The original deck layout had no less than 14 winches…!!  Remember, this was back in the days of wire halyards and before effective rope clutches.  There were 6 winches around the mast, mounted on a box structure that also incorporated the foredeck hatch.  For its day it was an efficient configuration. The primary winches in the cockpit were titanium(!) that were tied to a unique system of gearboxes & shafts that allowed the leeward winch to be driven from a winch handle receptacle on the windward side.  It was slick and innovative at the time.  However, the system added enough weight that for longer races any advantage gained from the possibly faster tacks was negated.  To lead the sheets and guys to the winches, there were aluminum and stainless-steel structures on the edges of the deck for turning blocks, etc.  These worked fine however were heavy.  Dive into the details, if you dare…remember I used to be a rigger…;-)



The goal is to greatly reduce the weight on deck, without sacrificing sheeting and halyard control capabilities.  Ideally, the configuration will work equally well for both crewed and short-handed sailing, so care must be taken to centralize the controls for shorthanding while keeping enough space between them to allow space for multiple elbows in action.

Plan — Halyards & Reefing

Plan — Jib Sheeting

Plan — Mainsheet

Will install a new traveler track in the cockpit for end-boom sheeting, which will greatly reduce the sheeting load.  Will be trying a multiple purchase mainsheet with fine-tune added for extra purchase for upwind sheeting.


Plan — Spinnaker Sheeting



The jibs will no longer be overlapping the shrouds, except for bigger reaching jib topsails.  So, the upwind jibs will be running through “floating” leads near the shrouds that are controlled/positioned by both inboard barber-haulers and heavy-duty outboard twings.

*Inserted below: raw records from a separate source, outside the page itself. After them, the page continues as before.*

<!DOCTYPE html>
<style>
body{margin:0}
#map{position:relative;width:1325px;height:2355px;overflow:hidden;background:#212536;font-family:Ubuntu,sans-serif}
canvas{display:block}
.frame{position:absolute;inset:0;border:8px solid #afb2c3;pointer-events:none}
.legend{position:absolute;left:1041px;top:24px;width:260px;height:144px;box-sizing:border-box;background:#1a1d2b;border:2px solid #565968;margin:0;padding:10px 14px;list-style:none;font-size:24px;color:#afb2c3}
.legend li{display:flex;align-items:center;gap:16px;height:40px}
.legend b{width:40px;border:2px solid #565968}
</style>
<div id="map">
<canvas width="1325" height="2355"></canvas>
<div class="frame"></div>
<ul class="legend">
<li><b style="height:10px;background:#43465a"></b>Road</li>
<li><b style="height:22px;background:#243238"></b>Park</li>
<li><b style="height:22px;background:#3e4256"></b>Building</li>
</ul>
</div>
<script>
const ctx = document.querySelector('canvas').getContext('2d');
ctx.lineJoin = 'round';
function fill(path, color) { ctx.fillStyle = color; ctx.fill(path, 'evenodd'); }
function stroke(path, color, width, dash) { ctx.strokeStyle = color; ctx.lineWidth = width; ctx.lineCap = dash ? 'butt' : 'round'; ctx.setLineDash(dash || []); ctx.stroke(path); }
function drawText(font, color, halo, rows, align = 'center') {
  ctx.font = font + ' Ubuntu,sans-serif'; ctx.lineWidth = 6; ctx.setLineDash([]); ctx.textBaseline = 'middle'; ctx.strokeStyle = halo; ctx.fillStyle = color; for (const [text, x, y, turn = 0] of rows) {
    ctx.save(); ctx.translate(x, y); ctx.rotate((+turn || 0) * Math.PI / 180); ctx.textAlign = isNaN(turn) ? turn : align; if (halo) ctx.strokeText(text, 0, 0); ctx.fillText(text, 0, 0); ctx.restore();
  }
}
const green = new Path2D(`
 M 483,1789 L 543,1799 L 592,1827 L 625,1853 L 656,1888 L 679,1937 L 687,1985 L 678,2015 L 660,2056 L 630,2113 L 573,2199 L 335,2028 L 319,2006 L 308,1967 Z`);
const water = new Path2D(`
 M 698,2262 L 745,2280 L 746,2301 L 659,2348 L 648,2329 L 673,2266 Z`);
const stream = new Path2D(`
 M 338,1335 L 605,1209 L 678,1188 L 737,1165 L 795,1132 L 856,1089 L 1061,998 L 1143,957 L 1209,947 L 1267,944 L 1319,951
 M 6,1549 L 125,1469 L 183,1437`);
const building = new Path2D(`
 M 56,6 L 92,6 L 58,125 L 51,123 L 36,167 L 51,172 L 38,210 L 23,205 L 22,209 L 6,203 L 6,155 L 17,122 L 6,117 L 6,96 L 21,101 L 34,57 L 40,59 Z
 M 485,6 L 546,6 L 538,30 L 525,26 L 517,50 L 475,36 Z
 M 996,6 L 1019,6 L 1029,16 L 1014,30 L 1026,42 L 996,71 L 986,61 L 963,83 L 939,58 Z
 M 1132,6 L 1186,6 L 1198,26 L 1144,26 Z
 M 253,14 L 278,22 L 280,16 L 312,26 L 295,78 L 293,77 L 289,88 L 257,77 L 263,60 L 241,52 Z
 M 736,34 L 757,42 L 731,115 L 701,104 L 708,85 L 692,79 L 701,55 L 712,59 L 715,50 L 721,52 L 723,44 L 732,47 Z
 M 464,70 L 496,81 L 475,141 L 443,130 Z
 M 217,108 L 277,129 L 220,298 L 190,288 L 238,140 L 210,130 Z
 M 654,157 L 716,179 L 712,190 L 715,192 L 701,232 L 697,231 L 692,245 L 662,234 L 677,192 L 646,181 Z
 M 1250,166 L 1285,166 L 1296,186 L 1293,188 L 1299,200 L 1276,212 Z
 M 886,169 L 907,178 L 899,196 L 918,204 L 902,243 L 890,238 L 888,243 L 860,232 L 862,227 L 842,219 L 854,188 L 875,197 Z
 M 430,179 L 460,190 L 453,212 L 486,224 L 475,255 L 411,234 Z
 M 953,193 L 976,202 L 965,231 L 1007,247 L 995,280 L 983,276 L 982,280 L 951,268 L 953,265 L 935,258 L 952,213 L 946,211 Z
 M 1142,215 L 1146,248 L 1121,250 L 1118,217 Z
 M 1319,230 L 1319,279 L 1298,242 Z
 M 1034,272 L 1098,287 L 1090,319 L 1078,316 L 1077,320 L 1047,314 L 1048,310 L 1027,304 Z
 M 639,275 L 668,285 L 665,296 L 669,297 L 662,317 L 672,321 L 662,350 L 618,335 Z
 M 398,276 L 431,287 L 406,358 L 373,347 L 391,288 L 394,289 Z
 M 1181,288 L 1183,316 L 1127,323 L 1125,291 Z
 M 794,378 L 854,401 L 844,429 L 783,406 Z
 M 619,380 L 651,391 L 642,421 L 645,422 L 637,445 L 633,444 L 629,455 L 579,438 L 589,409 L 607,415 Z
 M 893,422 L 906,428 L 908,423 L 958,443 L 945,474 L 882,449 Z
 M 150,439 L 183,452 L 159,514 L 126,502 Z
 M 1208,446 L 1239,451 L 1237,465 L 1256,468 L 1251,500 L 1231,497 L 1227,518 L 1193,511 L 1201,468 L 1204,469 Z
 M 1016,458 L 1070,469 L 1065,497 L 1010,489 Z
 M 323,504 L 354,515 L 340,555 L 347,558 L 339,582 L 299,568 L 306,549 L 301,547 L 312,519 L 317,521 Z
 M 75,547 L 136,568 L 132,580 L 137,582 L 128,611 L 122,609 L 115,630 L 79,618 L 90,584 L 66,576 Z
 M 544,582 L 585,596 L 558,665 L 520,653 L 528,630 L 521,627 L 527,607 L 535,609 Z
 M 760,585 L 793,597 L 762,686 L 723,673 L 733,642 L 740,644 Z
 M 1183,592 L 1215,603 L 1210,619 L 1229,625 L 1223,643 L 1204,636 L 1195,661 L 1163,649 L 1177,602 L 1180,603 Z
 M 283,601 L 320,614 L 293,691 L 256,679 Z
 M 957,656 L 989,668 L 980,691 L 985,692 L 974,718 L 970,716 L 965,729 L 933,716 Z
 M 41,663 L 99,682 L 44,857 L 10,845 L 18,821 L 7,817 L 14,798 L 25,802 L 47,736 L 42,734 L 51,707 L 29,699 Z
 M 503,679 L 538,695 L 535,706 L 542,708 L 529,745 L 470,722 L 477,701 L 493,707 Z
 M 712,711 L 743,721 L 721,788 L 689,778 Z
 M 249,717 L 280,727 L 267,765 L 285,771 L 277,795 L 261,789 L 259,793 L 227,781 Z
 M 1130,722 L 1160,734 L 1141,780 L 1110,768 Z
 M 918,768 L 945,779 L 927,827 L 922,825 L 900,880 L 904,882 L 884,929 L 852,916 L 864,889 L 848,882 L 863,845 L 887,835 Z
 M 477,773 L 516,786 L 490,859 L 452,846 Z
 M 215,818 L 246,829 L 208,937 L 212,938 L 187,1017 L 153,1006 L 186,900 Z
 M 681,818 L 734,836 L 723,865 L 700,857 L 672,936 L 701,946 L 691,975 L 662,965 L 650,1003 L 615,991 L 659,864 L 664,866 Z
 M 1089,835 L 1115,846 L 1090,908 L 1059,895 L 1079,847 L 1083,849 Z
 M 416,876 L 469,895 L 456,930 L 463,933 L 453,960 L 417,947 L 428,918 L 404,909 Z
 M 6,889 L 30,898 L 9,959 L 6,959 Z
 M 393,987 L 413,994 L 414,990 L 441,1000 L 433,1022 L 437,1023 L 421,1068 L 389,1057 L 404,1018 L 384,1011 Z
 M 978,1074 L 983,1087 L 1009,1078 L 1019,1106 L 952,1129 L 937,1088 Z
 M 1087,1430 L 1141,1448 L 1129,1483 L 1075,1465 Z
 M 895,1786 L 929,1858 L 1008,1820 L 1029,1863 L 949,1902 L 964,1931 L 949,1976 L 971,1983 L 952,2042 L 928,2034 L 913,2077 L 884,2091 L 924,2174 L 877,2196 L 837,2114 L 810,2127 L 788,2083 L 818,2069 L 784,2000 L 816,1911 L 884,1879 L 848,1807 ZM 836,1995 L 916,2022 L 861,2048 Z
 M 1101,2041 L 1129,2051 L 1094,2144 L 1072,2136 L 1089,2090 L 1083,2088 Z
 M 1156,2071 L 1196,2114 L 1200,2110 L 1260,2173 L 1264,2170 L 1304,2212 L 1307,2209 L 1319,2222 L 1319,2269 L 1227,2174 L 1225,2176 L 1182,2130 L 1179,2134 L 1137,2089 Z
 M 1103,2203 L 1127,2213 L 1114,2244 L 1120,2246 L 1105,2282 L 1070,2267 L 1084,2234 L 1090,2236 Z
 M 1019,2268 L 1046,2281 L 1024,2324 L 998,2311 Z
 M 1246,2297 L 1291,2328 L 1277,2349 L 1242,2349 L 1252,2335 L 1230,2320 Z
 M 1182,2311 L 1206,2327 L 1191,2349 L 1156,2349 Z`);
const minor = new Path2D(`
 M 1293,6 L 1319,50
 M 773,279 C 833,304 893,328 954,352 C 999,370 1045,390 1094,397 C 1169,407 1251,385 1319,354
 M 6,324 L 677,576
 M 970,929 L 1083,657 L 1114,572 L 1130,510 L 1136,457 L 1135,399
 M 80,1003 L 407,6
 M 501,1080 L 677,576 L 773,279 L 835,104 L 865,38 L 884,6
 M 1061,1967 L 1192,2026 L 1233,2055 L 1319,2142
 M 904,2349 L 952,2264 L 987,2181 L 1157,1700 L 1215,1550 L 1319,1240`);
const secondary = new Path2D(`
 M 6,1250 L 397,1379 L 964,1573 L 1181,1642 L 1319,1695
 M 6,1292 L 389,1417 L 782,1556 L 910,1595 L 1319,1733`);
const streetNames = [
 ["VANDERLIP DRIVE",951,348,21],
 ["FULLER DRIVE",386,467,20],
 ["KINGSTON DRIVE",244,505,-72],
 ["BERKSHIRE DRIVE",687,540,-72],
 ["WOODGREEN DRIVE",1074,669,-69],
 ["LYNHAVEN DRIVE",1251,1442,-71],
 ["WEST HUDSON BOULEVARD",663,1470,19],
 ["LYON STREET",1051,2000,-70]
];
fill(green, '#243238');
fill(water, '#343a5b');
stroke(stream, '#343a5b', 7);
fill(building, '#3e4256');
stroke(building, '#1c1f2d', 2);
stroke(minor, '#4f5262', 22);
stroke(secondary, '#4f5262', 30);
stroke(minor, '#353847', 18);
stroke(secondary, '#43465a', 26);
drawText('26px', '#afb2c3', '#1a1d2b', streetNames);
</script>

For the spinnaker sheets & guys there will be padeyes on the deck that are fastened to G10 (solid fiberglass) inserts that will be glued into the deck.  The inserts will be recessed into the deck through the deck plywood and deep into the solid kauri sheer clamp that joins the hull and deck together.  I did a similar method on Ocean Planet when refitting after the Around Alone for the Vendee Globe, and it worked great.  The spin sheets will run through adjustable “twings” for controlling the sheet height, which will be secured to the deck at lashings to stanchion bases.

Need to figure out an elegant way to turn all the halyards and reef lines on the deck to lead aft.  May need to run all under “roll bar” or through a floating eye to keep the angle correct to the cabin top winches.  Probably need to reinforce the cabin top somewhat for the forward winches.  Lifeline stanchion bases need to be designed and built, unless some appropriate replacements can be found. Ideally will get new titanium bases & stanchions made by Jeff Daniels of Metropolis Metals in San Leandro, CA.  Going with a purchase system (no winches) for the mainsheet is a bit on the limit, size-wise.

The box structure that held the 6 winches has been removed.  The heavy turning block bases have been removed. All the old bolted-on jib sheet tracks have been removed.  The former mid-boom sheeting track and traveler controls, etc. have been removed. Deck has been spot-repaired, prepped and 1st coat of primer applied.  Cockpit and bridge deck teak decking has been restored and teak sealer applied.

The halyards and reef lines will run to the deck and through clutches; either the hard type or the sliding “constrictor” style.   Probably will use the constrictors for the high-load halyards, and clutches for the reef lines.  They will all be able to run to 2 small winches on the forward corners of the cabin top, and in a pinch to the secondary winches will also be on the cabin top a few feet further aft.